However, this post is dedicated to the new MLB Front Office Manager game that just came out. I had a gift certificate, so I took a shot on it. You know the phrase, “Burn me once …”. Well, I didn’t pay attention. 2K games have continually been a disappointment, and this is not an exception. I was really disappointed. I was so excited about it because I often think about trades and such, and this was the perfet opportunity to build my team and run it through a simulator (instead of me playing — human players always inflate stats when they get involved; this was going to be different).

I’ll start with some positives before I really rip into it. One thing I like is that Billy Beane is there helping you work through it. He sends “emails” to you recommending certain things and making sure you pay attention to others. Next, you can build a scouting budget and send scouts to Latin America and Asia, which is pretty cool and expected. In today’s game, you have to focus on the international stage. Next, the actual salaries are used. It sounds weird, but the one thing that kills me about the 989 games is that they continually fudge the contracts. Get the right ones, idiots. This game had the actual contracts, and arbitration and everything was built in. On a superficial level, they took care of it. But …

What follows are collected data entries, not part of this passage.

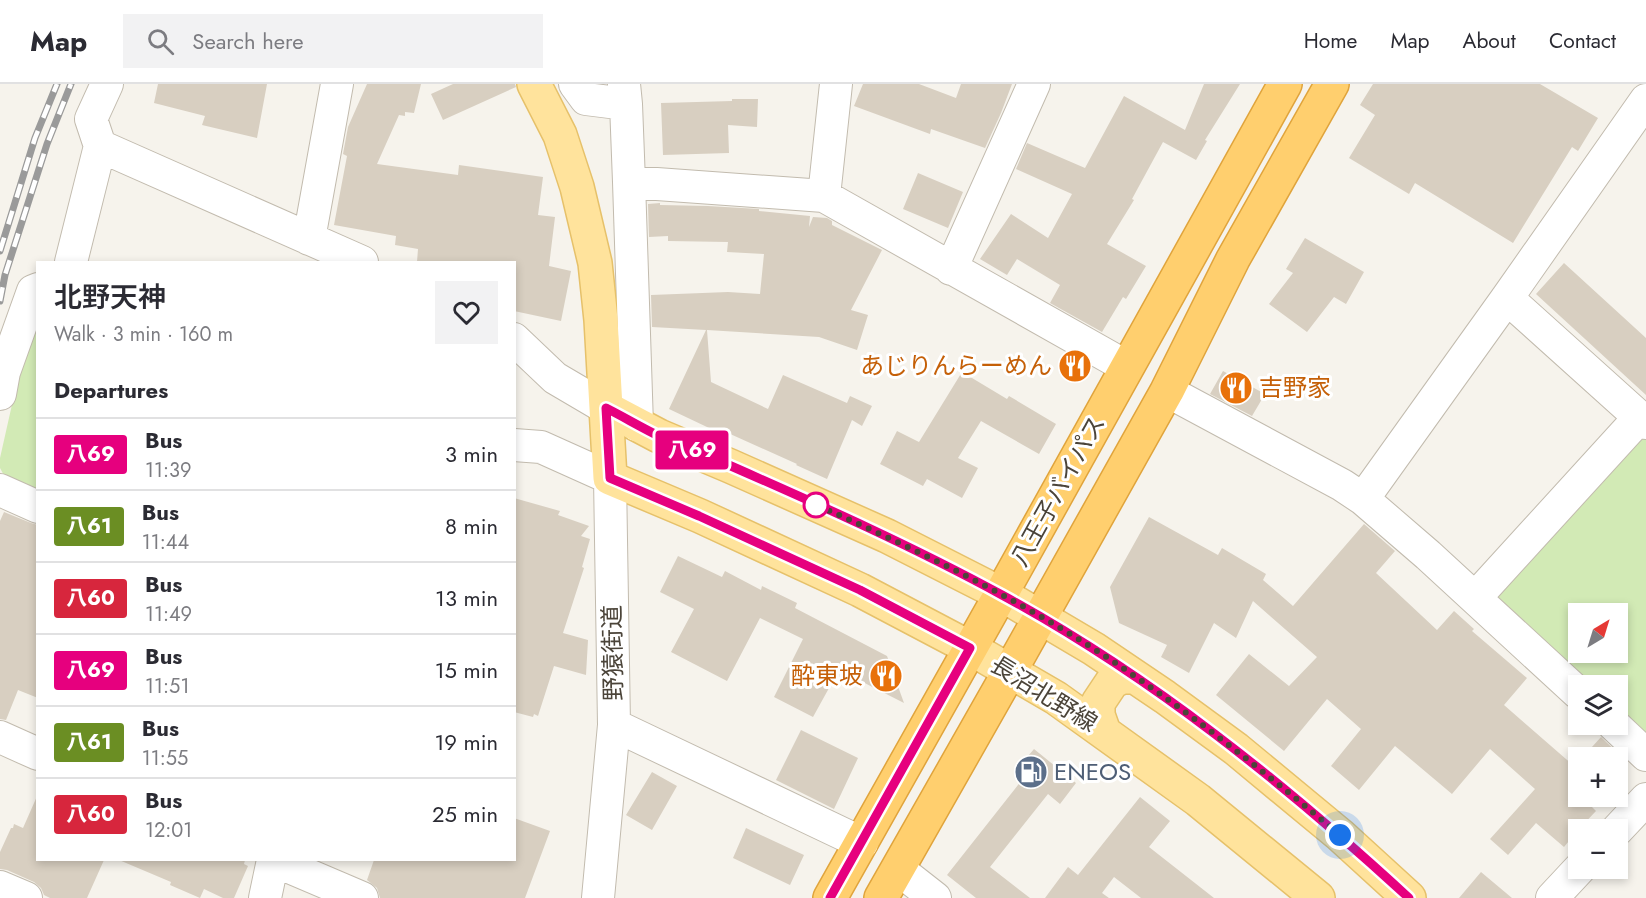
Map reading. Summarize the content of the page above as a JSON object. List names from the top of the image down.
{
  "streets": {
    "highway": ["八王子バイパス"],
    "main road": ["野猿街道", "長沼北野線"]
  },
  "crossings": [
    ["八王子バイパス", "長沼北野線"],
    ["野猿街道", "長沼北野線"]
  ],
  "places": {
    "restaurant": ["あじりんらーめん", "吉野家", "酔東坡"],
    "fuel station": ["ENEOS"]
  },
  "lines": ["bus line 八69"],
  "north": "top right",
  "page": {
    "header": "Map",
    "search": "Search here",
    "nav": [
      "Home",
      "Map",
      "About",
      "Contact"
    ],
    "on_map": "八69",
    "heading": [
      ["北野天神", "Walk · 3 min · 160 m"],
      "Departures"
    ],
    "list": [
      {
        "mark": "八69",
        "name": "Bus",
        "note": "11:39",
        "value": "3 min"
      },
      {
        "mark": "八61",
        "name": "Bus",
        "note": "11:44",
        "value": "8 min"
      },
      {
        "mark": "八60",
        "name": "Bus",
        "note": "11:49",
        "value": "13 min"
      },
      {
        "mark": "八69",
        "name": "Bus",
        "note": "11:51",
        "value": "15 min"
      },
      {
        "mark": "八61",
        "name": "Bus",
        "note": "11:55",
        "value": "19 min"
      },
      {
        "mark": "八60",
        "name": "Bus",
        "note": "12:01",
        "value": "25 min"
      }
    ],
    "map_buttons": ["+", "−"]
  }
}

When it came to playing the game, it failed.

1) No big free-agents became free-agents. Mark Teixeira, Derek Lowe, John Smoltz (who always signed for around $13 million), Adam Dunn, and others re-upped with their teams. I tried it multiple times, and it always worked out that way. I chose the Seattle Mariners (remember my obsession with reality — I didn’t want to take someone’s job, so I took the guy’s job who hasn’t been there long), and I only offered arbitration to Raúl Ibañez, which he denied. Now, I didn’t expect everything to work out just as it did in real life. That’s ridiculous. But most of those players were not going to re-sign with their former teams without giving a crack at the free-agent market. Not only that, they repeatedly, after multiple trials, never took that chance. But the Angels did refuse to exercise the option on John Lackey. Really? Chipper Jones to the Cubs? Uh, hwhat?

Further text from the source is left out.